ConnectWise has made EDR software from SentinelOne available as stand-alone components of its security product family.
The company announced that change and discussed ongoing measures to shield its products from intensifying threat activity at its IT Nation Explore event, which commenced online this morning.
SentinelOne solutions were already deeply integrated components of Fortify Endpoint, one of the offerings in the ConnectWise Fortify security suite, alongside outsourced security operations center services. ConnectWise partners now have the option of using the SentinelOne systems without SOC support.
The new policy applies to SentinelOne Control, currently the core of Fortify Endpoint, and SentinelOne Complete, which includes everything in SentinelOne Control plus threat hunting functionality.
MSPs who purchase either product via Fortify will receive specialized onboarding assistance and support from ConnectWise. Exclusive integrations between SentinelOne solutions and ConnectWise products are in development for future release as well.

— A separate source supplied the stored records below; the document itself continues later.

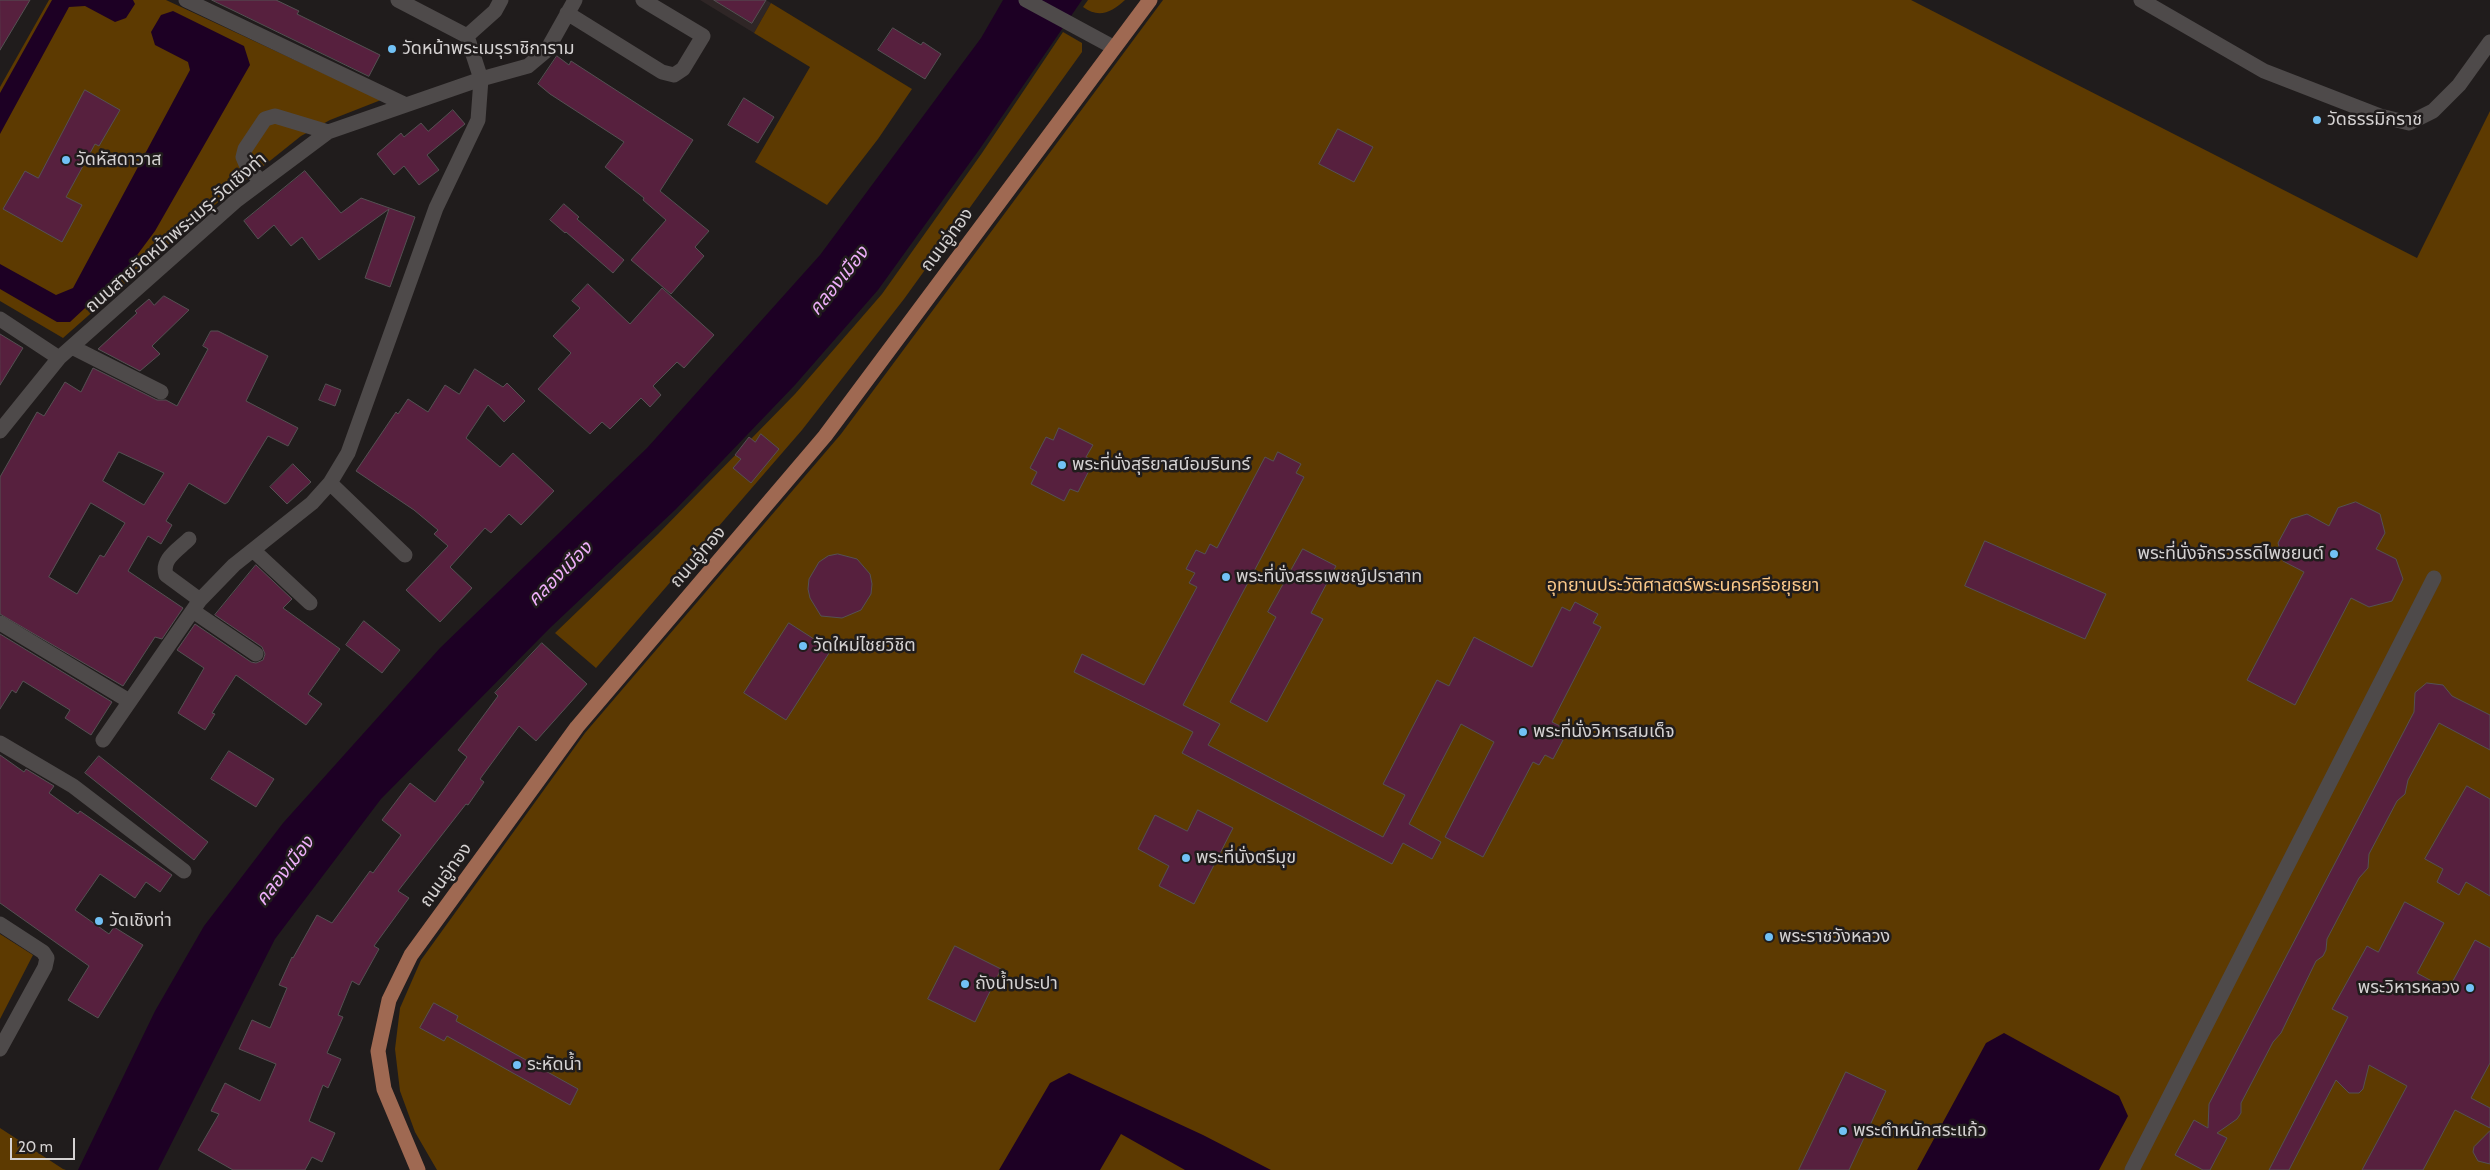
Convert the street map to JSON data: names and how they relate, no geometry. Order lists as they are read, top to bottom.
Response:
{
  "streets": {
    "main road": ["ถนนอู่ทอง"],
    "street": ["ถนนสายวัดหน้าพระเมรุ-วัดเชิงท่า"]
  },
  "water": ["คลองเมือง"],
  "parks": ["อุทยานประวัติศาสตร์พระนครศรีอยุธยา"],
  "places": [
    "วัดหน้าพระเมรุราชิการาม",
    "วัดธรรมิกราช",
    "วัดหัสดาวาส",
    "พระที่นั่งสุริยาสน์อมรินทร์",
    "พระที่นั่งจักรวรรดิไพชยนต์",
    "พระที่นั่งสรรเพชญ์ปราสาท",
    "วัดใหม่ไชยวิชิต",
    "พระที่นั่งวิหารสมเด็จ",
    "พระที่นั่งตรีมุข",
    "วัดเชิงท่า",
    "พระราชวังหลวง",
    "ถังน้ำประปา",
    "พระวิหารหลวง",
    "ระหัดน้ำ",
    "พระตำหนักสระแก้ว"
  ],
  "scale_bar": "20 m"
}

“SentinelOne has been a backbone of what we’ve done with our SOC services, our SOC endpoint services, for years and now we’re starting to make that available to all partners,” said ConnectWise Chief Product Officer Jeff Bishop at IT Nation today. “Whether you want to consume that through our SOC or you want to try to do it yourself, you can purchase SentinelOne through us here at ConnectWise and bring that great solution into your environment.”
Bishop spoke at length as well this morning about forthcoming measures aimed at safeguarding ConnectWise solutions from cyberattacks, a topic of great concern for MSPs in recent years made even more urgent by the recent high-profile breach of Kaseya’s RMM solution. ConnectWise itself played a role in ransomware attacks made possible by flaws in its Automate RMM offering last year, as well as earlier incidents.
According to Bishop, multifactor authentication will be mandatory on all of its software by the end of the year. “It was required on some of the products, but now we’re going to extend that across the entire portfolio,” he said this morning.
ConnectWise CISO Tom Greco told ChannelPro that such a policy was under consideration during last month’s IT Nation Secure event.
The company also plans to extend the IP whitelisting functionality currently provided with its remote access system into other solutions. “We’re going to take that out to RMMs and other products, and you can control who from an admin perspective can authenticate into your applications,” Bishop said.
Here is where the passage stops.